The Müritzeum is a visitor centre and nature discovery centre for the Müritz National Park, located on Lake Müritz, near the town of Waren in the north German state of Mecklenburg-Vorpommern.

The concept of the visitor centre is to have an "enjoyable and interactive science-based approach" to the themes of nature and regional history. The exhibition and aquarium area is devoted to the presentation of the flora and fauna and history of the Mecklenburg Lake District. Its centrepiece is the largest aquarium for native freshwater fish in Germany, with a capacity of 100,000 litres. More than 40 aquatic species may be seen in the 25 aquaria, with almost all of Mecklenburg's native species, including rare crustacea and turtles.
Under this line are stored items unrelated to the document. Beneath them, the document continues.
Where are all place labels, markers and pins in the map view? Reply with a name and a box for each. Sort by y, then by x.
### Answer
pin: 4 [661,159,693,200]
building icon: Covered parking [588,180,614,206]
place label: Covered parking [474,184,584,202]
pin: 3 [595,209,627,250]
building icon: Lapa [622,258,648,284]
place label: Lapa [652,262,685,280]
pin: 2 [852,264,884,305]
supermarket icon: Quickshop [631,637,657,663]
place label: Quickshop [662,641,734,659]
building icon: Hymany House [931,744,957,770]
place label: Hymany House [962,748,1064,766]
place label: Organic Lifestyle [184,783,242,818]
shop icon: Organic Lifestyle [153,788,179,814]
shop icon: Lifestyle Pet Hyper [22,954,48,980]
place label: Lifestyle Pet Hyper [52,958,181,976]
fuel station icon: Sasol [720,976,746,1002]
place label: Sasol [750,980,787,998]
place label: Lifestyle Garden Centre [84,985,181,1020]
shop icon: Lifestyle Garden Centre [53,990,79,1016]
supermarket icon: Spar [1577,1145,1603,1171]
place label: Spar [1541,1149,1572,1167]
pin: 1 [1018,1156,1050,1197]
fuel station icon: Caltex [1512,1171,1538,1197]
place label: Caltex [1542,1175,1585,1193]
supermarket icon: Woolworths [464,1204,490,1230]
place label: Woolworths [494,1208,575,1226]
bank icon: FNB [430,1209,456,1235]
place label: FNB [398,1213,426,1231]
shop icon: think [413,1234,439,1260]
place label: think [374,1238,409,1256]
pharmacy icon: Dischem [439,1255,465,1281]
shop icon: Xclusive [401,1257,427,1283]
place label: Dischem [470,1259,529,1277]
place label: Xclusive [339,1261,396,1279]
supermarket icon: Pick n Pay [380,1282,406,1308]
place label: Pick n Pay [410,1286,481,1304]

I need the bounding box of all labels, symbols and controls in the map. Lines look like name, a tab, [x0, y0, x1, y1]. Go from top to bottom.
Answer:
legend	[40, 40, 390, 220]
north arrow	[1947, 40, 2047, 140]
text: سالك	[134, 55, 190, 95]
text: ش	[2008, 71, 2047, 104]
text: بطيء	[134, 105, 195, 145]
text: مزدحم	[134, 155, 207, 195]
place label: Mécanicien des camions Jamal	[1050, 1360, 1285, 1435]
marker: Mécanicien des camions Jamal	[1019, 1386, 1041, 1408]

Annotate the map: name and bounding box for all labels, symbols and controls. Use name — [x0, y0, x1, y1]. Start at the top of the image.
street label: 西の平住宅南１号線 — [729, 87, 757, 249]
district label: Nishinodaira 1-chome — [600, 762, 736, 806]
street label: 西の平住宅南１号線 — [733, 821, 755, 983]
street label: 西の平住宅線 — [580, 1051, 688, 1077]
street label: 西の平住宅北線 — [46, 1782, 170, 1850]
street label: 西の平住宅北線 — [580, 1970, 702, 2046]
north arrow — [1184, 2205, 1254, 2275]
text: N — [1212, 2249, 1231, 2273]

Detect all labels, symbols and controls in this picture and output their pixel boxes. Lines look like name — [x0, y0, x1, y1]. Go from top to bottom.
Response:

Thematic exhibition areas cover the underwater world, birds, forests, the region's history and the moor. The 1000-year-old oaks at Ivenack, the fieldstone church and estate villages form other topics in the exhibition. There is also an adventure garden and adventure playground. The film in the site's multi-vision cinema gives overview on the checkered history of Mecklenburg.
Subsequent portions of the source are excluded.